According to Patrick Eddington, senior fellow in homeland security and civil liberties at the Cato Institute, FISA authorities like the NSA engage in what is known as “upstream collection,” where the government acquires communications data by tapping directly into telecommunications infrastructure. Intelligence agencies also separately acquire commercially available data through downstream collection. Between the two methods, it is perhaps inevitable that Americans’ private communications are swept up in this surveillance dragnet.
Contrary to what Himes has claimed, the 702 program has been used to target Americans, including activists, journalists, government officials, and even exes. What happens when an AI agent is tasked with searching for U.S. person information?
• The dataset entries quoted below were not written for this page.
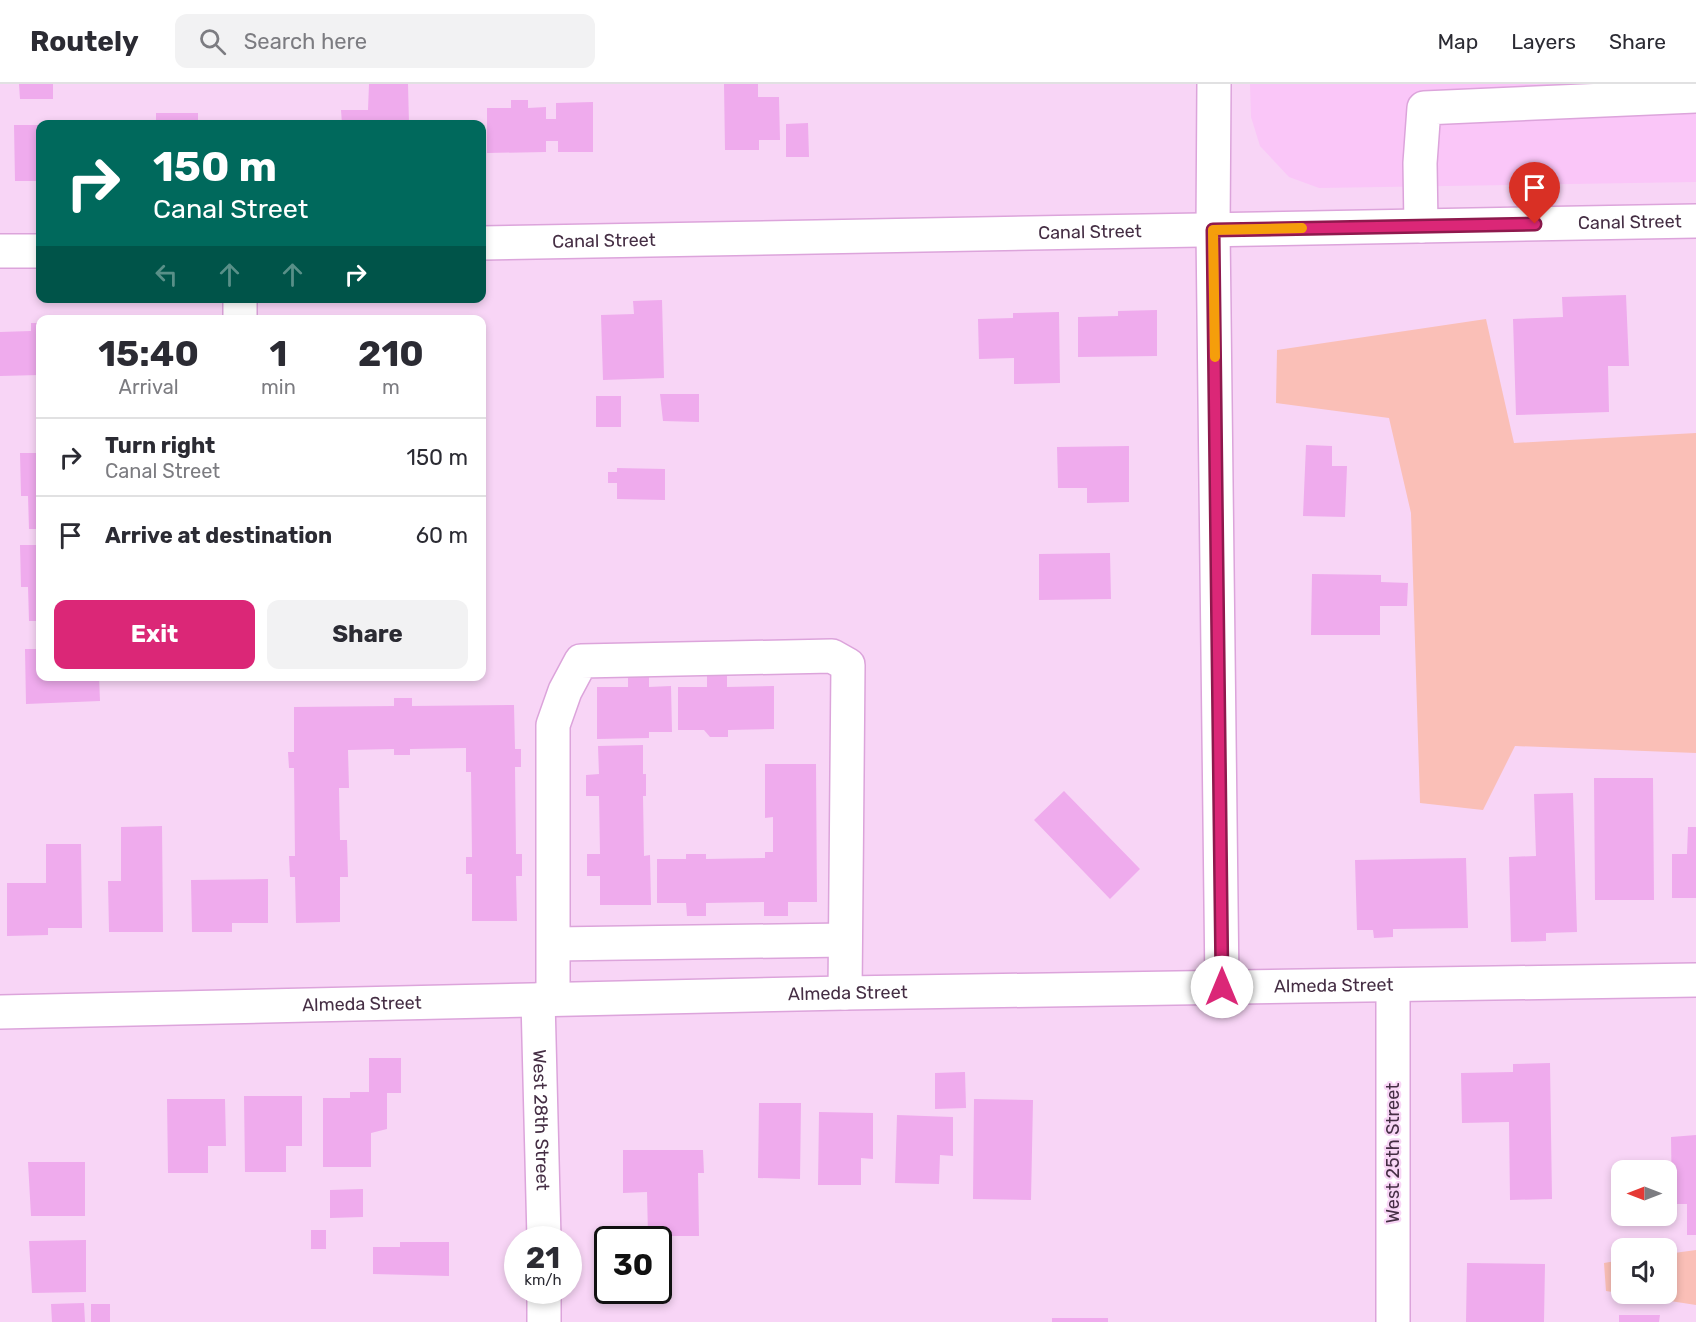 <!DOCTYPE html>
<html lang="en">
<head>
<meta charset="utf-8">
<style>
  body { margin:0; font-family:Rubik,sans-serif; background:#f2f2f3; color:#2b2b33; height:100vh; display:flex; flex-direction:column; font-size:22px; white-space:nowrap }
  * { box-sizing:border-box; margin:0 }
  p { font-size:20px; color:#7c7c81 }
  .icon { flex:none; width:33px; height:33px; fill:none; stroke:currentColor; stroke-width:2; stroke-linecap:round; stroke-linejoin:round }
  .map { position:relative; flex:1; overflow:hidden }
  .drawer { position:absolute; left:36px; top:231px; width:450px; height:366px; display:flex; flex-direction:column; background:#fff; border-radius:12px; box-shadow:0 3px 9px #0003 }
  .drawer>* { flex:none }
  .banner { position:absolute; left:36px; top:36px; width:450px; height:183px; border-radius:12px; box-shadow:0 3px 9px #0003; background:#00695c; color:#fff; overflow:hidden }
  .needle { width:39px; rotate:270deg }
  .fabs { position:absolute; left:1611px; top:1076px; display:grid; gap:12px }
  .fabs a { display:grid; place-items:center; width:66px; height:66px; border-radius:12px; background:#fff; box-shadow:0 3px 9px #0003; font-size:30px }
  .speed { position:absolute; left:504px; top:1142px; display:flex; gap:12px; font-size:30px; font-weight:700; text-align:center }
  .speed>* { display:grid; place-content:center; width:78px; height:78px; border-radius:50%; background:#fff; box-shadow:0 3px 9px #0003; line-height:1 }
  .speed small { font-size:15px; font-weight:400 }
  .speed .limit { border:3px solid #111; border-radius:9px; background:#fff; color:#111 }
  .pin { position:absolute; display:grid; place-items:center; width:51px; height:51px; color:#fff; margin:-62px -26px; border-radius:50% 50% 50% 0; rotate:-45deg; box-shadow:0 0 6px #0007 }
  .pin .icon { rotate:45deg }
  .me { position:absolute; width:66px; margin:-33px; rotate:0deg; stroke-linejoin:round; filter:drop-shadow(0 0 4px #0008) }
  .turn { display:flex; align-items:center; gap:21px; height:126px; padding:0 18px; font-size:27px }
  .turn .icon { width:78px; height:78px; stroke-width:2.5 }
  .turn b { display:block; font-size:42px; line-height:51px }
  .lanes { display:flex; align-items:center; height:57px; padding:0 18px; background:#0003; justify-content:center; gap:30px; direction:ltr }
  .lanes .off { opacity:.35 }
  .eta { display:flex; justify-content:space-evenly; align-items:center; height:102px; text-align:center }
  .eta b { font-size:36px; font-weight:700; line-height:42px }
  .cta { display:flex; gap:12px; margin-top:auto; padding:12px 18px }
  .cta a { flex:1; height:69px; border-radius:12px; background:#db2777; color:#fff; font-size:24px; font-weight:700; line-height:69px; text-align:center }
  .cta a+a { background:#f2f2f3; color:#2b2b33 }
  ul { padding:0; list-style:none }
  li { display:flex; align-items:center; gap:18px; height:78px; padding:0 18px; border-top:2px solid #e1e1e2 }
  li div { flex:1 }
  li b { display:block; font-size:22px }
  li em { font-style:normal }
  header { display:flex; align-items:center; gap:36px; box-sizing:border-box; height:84px; padding:0 30px; background:#fff; border-bottom:2px solid #e1e1e2 }
  header strong { font-size:28px }
  nav { display:flex; gap:33px; margin-inline-start:auto; font-size:21px }
  .search { width:420px; height:54px; background:#f2f2f3; display:flex; align-items:center; gap:15px; box-sizing:border-box; padding:0 21px; border-radius:12px; color:#7c7c81; font-size:22px }
  .map>svg:first-child { display:block }
</style>
</head>
<body>
<header>
<strong>Routely</strong>
<div class="search"><svg class="icon" aria-label="search" viewBox="0 0 24 24"><circle cx="10" cy="10" r="6"/><path d="M15 15l6 6"/></svg>Search here</div>
<nav><a>Map</a><a>Layers</a><a>Share</a></nav>
</header>
<div class="map">
<svg width="1696" height="1238" viewBox="0 0 1696 1238">
  <rect width="100%" height="100%" fill="#f8d5f6"/>
  <!-- built -->
  <path fill="#fac6f8" d="M 1250,0 L 1696,0 L 1696,98 L 1319,104 L 1289,93 L 1260,62 L 1251,33 Z"/>
  <!-- green -->
  <path fill="#fabfb7" d="M 1486,235 L 1514,359 L 1696,349 L 1696,669 L 1515,662 L 1483,726 L 1420,719 L 1411,429 L 1389,334 L 1276,319 L 1277,266 Z
    M 1696,1166 L 1696,1221 L 1606,1207 L 1604,1179 L 1621,1176 L 1622,1209 L 1666,1209 L 1667,1170 Z"/>
  <!-- building -->
  <path fill="#efabed" d="M 19,0 L 53,0 L 53,15 L 20,15 Z
    M 369,0 L 408,0 L 409,40 L 342,40 L 341,26 L 368,26 Z
    M 724,0 L 758,0 L 758,13 L 779,13 L 780,56 L 759,56 L 759,66 L 725,66 Z
    M 511,16 L 528,16 L 528,24 L 546,23 L 546,35 L 556,35 L 556,19 L 593,18 L 593,68 L 558,68 L 558,57 L 546,57 L 546,68 L 487,69 L 487,24 L 511,24 Z
    M 156,29 L 198,29 L 198,40 L 156,40 Z
    M 808,39 L 809,73 L 786,73 L 786,40 Z
    M 14,41 L 40,41 L 40,97 L 15,97 Z
    M 1626,211 L 1629,282 L 1608,282 L 1609,328 L 1516,331 L 1513,235 L 1563,233 L 1562,213 Z
    M 662,216 L 664,294 L 603,296 L 601,231 L 634,230 L 633,217 Z
    M 1157,226 L 1157,272 L 1078,273 L 1078,233 L 1118,232 L 1118,227 Z
    M 1059,228 L 1060,299 L 1014,300 L 1014,274 L 979,275 L 978,235 L 1013,234 L 1013,229 Z
    M 321,232 L 322,236 L 276,236 L 276,234 Z
    M 31,239 L 40,239 L 40,291 L 0,292 L 0,248 L 31,247 Z
    M 660,310 L 699,310 L 699,338 L 663,337 Z
    M 596,312 L 621,312 L 621,343 L 596,343 Z
    M 1306,361 L 1332,362 L 1332,382 L 1347,382 L 1345,433 L 1303,432 Z
    M 1129,362 L 1129,418 L 1087,419 L 1087,404 L 1058,404 L 1057,363 Z
    M 20,369 L 40,369 L 40,445 L 29,445 L 28,412 L 21,412 Z
    M 617,384 L 665,385 L 665,416 L 617,415 L 617,399 L 608,399 L 608,388 L 617,388 Z
    M 20,461 L 40,461 L 40,537 L 29,537 L 28,503 L 21,503 Z
    M 1110,469 L 1111,515 L 1039,516 L 1039,470 Z
    M 1312,490 L 1381,491 L 1381,498 L 1408,499 L 1407,522 L 1380,522 L 1380,551 L 1311,551 Z
    M 25,565 L 40,565 L 40,592 L 99,592 L 100,617 L 26,620 Z
    M 707,590 L 727,590 L 727,603 L 774,602 L 774,645 L 728,646 L 728,653 L 710,653 L 704,646 L 678,646 L 678,603 L 707,603 Z
    M 628,591 L 649,591 L 649,603 L 671,602 L 672,648 L 649,648 L 649,654 L 597,655 L 597,603 L 628,603 Z
    M 394,614 L 412,614 L 412,622 L 514,621 L 515,665 L 521,665 L 521,683 L 515,683 L 516,770 L 522,770 L 522,792 L 516,792 L 517,837 L 472,837 L 472,790 L 466,790 L 466,773 L 472,773 L 471,688 L 466,688 L 466,664 L 410,665 L 410,671 L 394,671 L 394,665 L 348,666 L 349,704 L 339,704 L 340,756 L 347,756 L 348,793 L 340,793 L 340,838 L 296,839 L 295,793 L 290,793 L 289,772 L 295,772 L 294,684 L 289,684 L 288,668 L 294,668 L 294,623 L 394,622 Z
    M 643,661 L 643,690 L 646,690 L 646,712 L 643,712 L 644,772 L 650,771 L 651,821 L 600,821 L 600,792 L 587,792 L 587,770 L 600,770 L 599,712 L 586,712 L 586,691 L 599,690 L 598,662 Z
    M 765,680 L 816,680 L 817,818 L 788,818 L 788,832 L 764,832 L 764,818 L 706,819 L 706,832 L 687,832 L 686,819 L 657,819 L 657,775 L 686,775 L 686,770 L 706,770 L 706,775 L 765,774 L 765,768 L 773,768 L 773,733 L 765,734 Z
    M 1594,694 L 1653,694 L 1654,816 L 1595,816 Z
    M 1064,707 L 1140,785 L 1110,815 L 1034,736 Z
    M 1573,709 L 1577,848 L 1546,849 L 1546,857 L 1511,858 L 1509,773 L 1536,772 L 1534,710 Z
    M 162,742 L 163,848 L 109,848 L 108,797 L 121,797 L 121,743 Z
    M 1688,743 L 1696,743 L 1696,814 L 1672,814 L 1672,770 L 1687,770 Z
    M 46,760 L 81,760 L 82,844 L 48,844 L 48,851 L 7,852 L 7,799 L 46,799 Z
    M 1466,774 L 1468,844 L 1393,845 L 1393,853 L 1374,854 L 1373,846 L 1357,846 L 1355,776 Z
    M 268,795 L 268,839 L 232,839 L 232,848 L 192,848 L 191,796 Z
    M 369,974 L 401,974 L 401,1009 L 387,1009 L 387,1045 L 371,1049 L 371,1083 L 323,1083 L 323,1014 L 350,1014 L 350,1008 L 369,1008 Z
    M 1550,979 L 1552,1115 L 1510,1116 L 1509,1038 L 1462,1039 L 1461,989 L 1513,988 L 1513,980 Z
    M 965,988 L 966,1024 L 935,1025 L 935,989 Z
    M 244,1012 L 302,1012 L 302,1062 L 286,1062 L 286,1088 L 245,1088 Z
    M 167,1015 L 225,1015 L 226,1062 L 208,1062 L 208,1089 L 168,1089 Z
    M 974,1015 L 1033,1016 L 1031,1116 L 973,1115 Z
    M 759,1019 L 801,1019 L 800,1095 L 758,1094 Z
    M 819,1028 L 873,1029 L 873,1075 L 861,1074 L 861,1101 L 818,1101 Z
    M 897,1031 L 953,1033 L 953,1072 L 940,1071 L 939,1100 L 895,1099 Z
    M 1696,1051 L 1696,1151 L 1687,1151 L 1687,1120 L 1672,1120 L 1671,1053 Z
    M 623,1066 L 703,1066 L 704,1089 L 698,1089 L 699,1152 L 648,1152 L 647,1108 L 623,1109 Z
    M 28,1078 L 85,1078 L 85,1132 L 31,1132 Z
    M 363,1105 L 363,1133 L 330,1134 L 330,1106 Z
    M 311,1146 L 326,1146 L 326,1165 L 311,1165 Z
    M 86,1156 L 86,1208 L 32,1209 L 29,1157 Z
    M 400,1158 L 449,1158 L 449,1192 L 373,1190 L 373,1163 L 400,1163 Z
    M 1467,1179 L 1545,1180 L 1544,1238 L 1466,1238 Z
    M 84,1219 L 85,1238 L 52,1238 L 51,1220 Z
    M 91,1220 L 110,1220 L 110,1238 L 91,1238 Z
    M 1619,1231 L 1660,1231 L 1659,1238 L 1619,1238 Z
    M 1052,1234 L 1108,1234 L 1108,1238 L 1052,1238 Z"/>
  <g fill="none" stroke-linecap="round" stroke-linejoin="round">
    <!-- minor casing -->
    <g stroke="#dca4db" stroke-width="36">
      <g id="minor">
        <path d="M 1421,142 L 1420,79 L 1424,24 L 1696,12"/>
        <path d="M 1213,146 L 1222,903"/>
        <path id="s1" d="M 482,159 L 1696,137"/>
        <path d="M 0,167 L 40,167"/>
        <path d="M 240,214 L 240,236"/>
        <path d="M 554,860 L 845,856"/>
        <path d="M 1393,901 L 1393,1238"/>
        <path d="M 553,915 L 553,641 L 565,607 L 581,577 L 832,572 L 848,581 L 845,909"/>
        <path id="s2" d="M 538,916 L 544,1155"/>
        <path id="s3" d="M 0,928 L 845,909 L 1696,896"/>
        <path d="M 544,1238 L 544,1206"/>
      </g>
    </g>
    <!-- major casing -->
    <g stroke="#dca4db" stroke-width="36">
      <path id="major" d="M 1213,146 L 1214,0"/>
    </g>
    <!-- minor -->
    <use href="#minor" stroke="#fff" stroke-width="33"/>
    <!-- major -->
    <use href="#major" stroke="#fff" stroke-width="33"/>
  </g>
  <g fill="none" stroke-linecap="round" stroke-linejoin="round">
    <!-- route casing -->
    <g stroke="#8e194d" stroke-width="15">
      <path id="route" d="M 1222,903 L 1213,146 L 1535,140"/>
    </g>
    <!-- route -->
    <use href="#route" stroke="#db2777" stroke-width="10"/>
    <!-- slow -->
    <path stroke="#f59e0b" stroke-width="10" d="M 1215,273 L 1213,146 L 1302,144"/>
  </g>
  <g text-anchor="middle" dominant-baseline="central" stroke-width="4.5" stroke-linejoin="round" paint-order="stroke">
    <!-- street labels -->
    <g font-size="18" fill="#452e44" stroke="#f8d5f6">
      <text stroke="none"><textPath href="#s1" startOffset="1148">Canal Street</textPath></text>
      <text stroke="none"><textPath href="#s1" startOffset="608">Canal Street</textPath></text>
      <text stroke="none"><textPath href="#s1" startOffset="122">Canal Street</textPath></text>
      <text stroke="none"><textPath href="#s3" startOffset="1334">Almeda Street</textPath></text>
      <text stroke="none"><textPath href="#s3" startOffset="848">Almeda Street</textPath></text>
      <text stroke="none"><textPath href="#s3" startOffset="362">Almeda Street</textPath></text>
      <text stroke="none"><textPath href="#s2" startOffset="120">West 28th Street</textPath></text>
      <text transform="translate(1393 1069) rotate(-90)">West 25th Street</text>
    </g>
  </g>
</svg>
<div class="fabs">
<a><svg class="needle" viewBox="-14 -14 28 28"><path d="M0-13l5 13h-10z" fill="#e53935"/><path d="M0 13l5-13h-10z" fill="#7c7c81"/></svg></a>
<a><svg class="icon" aria-label="sound" viewBox="0 0 24 24"><path d="M4 9h4l5-4v14l-5-4H4zM17 9q2 3 0 6"/></svg></a>
</div>
<div class="speed"><div>21<small>km/h</small></div><div class="limit">30</div></div>
<div class="pin" style="left:1535px;top:140px;background:#d93025"><svg class="icon" aria-label="arrive" viewBox="0 0 24 24"><path d="M6 21V4h12l-3 4 3 4H6"/></svg></div>
<svg class="me" style="left:1222px;top:903px" viewBox="-20 -20 40 40"><circle r="19" fill="#fff"/><path d="M0-13L10 11 0 6-10 11z" fill="#db2777"/></svg>
<div class="banner">
<div class="turn"><svg class="icon" aria-label="right" viewBox="0 0 24 24"><path d="M7 20v-9h11M14 6l5 5-5 5"/></svg><div><b>150 m</b>Canal Street</div></div>
<div class="lanes"><svg class="icon off" aria-label="left" viewBox="0 0 24 24"><path d="M17 20v-9H6M10 6l-5 5 5 5"/></svg><svg class="icon off" aria-label="ahead" viewBox="0 0 24 24"><path d="M12 20V5M6 11l6-6 6 6"/></svg><svg class="icon off" aria-label="ahead" viewBox="0 0 24 24"><path d="M12 20V5M6 11l6-6 6 6"/></svg><svg class="icon" aria-label="right" viewBox="0 0 24 24"><path d="M7 20v-9h11M14 6l5 5-5 5"/></svg></div>
</div>
<section class="drawer">
<div class="eta">
<div><b>15:40</b><p>Arrival</p></div>
<div><b>1</b><p>min</p></div>
<div><b>210</b><p>m</p></div>
</div>
<ul>
<li><svg class="icon" aria-label="right" viewBox="0 0 24 24"><path d="M7 20v-9h11M14 6l5 5-5 5"/></svg><div><b>Turn right</b><p>Canal Street</p></div><em>150 m</em></li>
<li><svg class="icon" aria-label="arrive" viewBox="0 0 24 24"><path d="M6 21V4h12l-3 4 3 4H6"/></svg><div><b>Arrive at destination</b></div><em>60 m</em></li>
</ul>
<div class="cta"><a>Exit</a><a>Share</a></div>
</section>
</div>
</body>
</html>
“That’s something that can be done in a matter of seconds,” Eddington told the Prospect. “AI could provide a massive shortcut to be able to take a look at lots of people in a much [shorter] period of time.”
What’s more, if the data itself contains system errors, “that’s going to get carried all the way through to the end,” he said, “and of course, we’ve already seen this with some other surveillance programs.”
Eddington pointed to the U.S. Terrorist Watchlist, which is managed by the FBI’s Terrorist Screening Center and has been criticized for identifying hundreds of thousands of people, including American citizens, as terrorism suspects based on broad, often opaque standards.
Congress is still trying to solve a problem that National Security Agency (NSA) whistleblower Edward Snowden revealed more than a decade ago: warrantless searches. “As is so often the case with Congress and technology issues, Congress is lagging behind in its response to [AI],” Eddington said.
For Wyden, it’s past time to implement warrant requirements, and Congress must rise to the occasion and rein in AI-driven surveillance before it’s too late.
As NBC News reported, Wyden sent a letter to the nation’s top AI companies late last month asking whether they would consent to the federal government using their technology to surveil Americans. Anthropic responded that the company’s usage policy prohibits users from engaging in “unauthorized surveillance or tracking of individuals,” but noted that the company had granted an exception to “a small number of national-security customers, permitting the use of our models for foreign intelligence analysis in accordance with applicable law.” Anthropic acknowledged that foreign intelligence information may include “incidentally collected U.S.-person information.”
Both Anthropic and Google emphasized the need to safeguard individuals’ privacy and constitutional rights. OpenAI and xAI, owned by Elon Musk, did not respond to Wyden’s letter at all.
Wyden’s Government Surveillance Reform Act would prevent warrantless backdoor searches of U.S. citizen communications, and stop intelligence agencies from purchasing commercially available data without a warrant. The bipartisan legislation would also establish guardrails around AI in government surveillance by requiring intelligence agencies to obtain a warrant before accessing Americans’ location information, web browsing data, and related records.
“AI has everything to do with how we think about surveillance in this country,” said Donald Bell, policy counsel at the Project on Government Oversight (POGO). “Now is definitely the time for Congress to be thinking about how artificial intelligence can be abused, and what protections need to be put in place right now to ensure … protections for Americans.”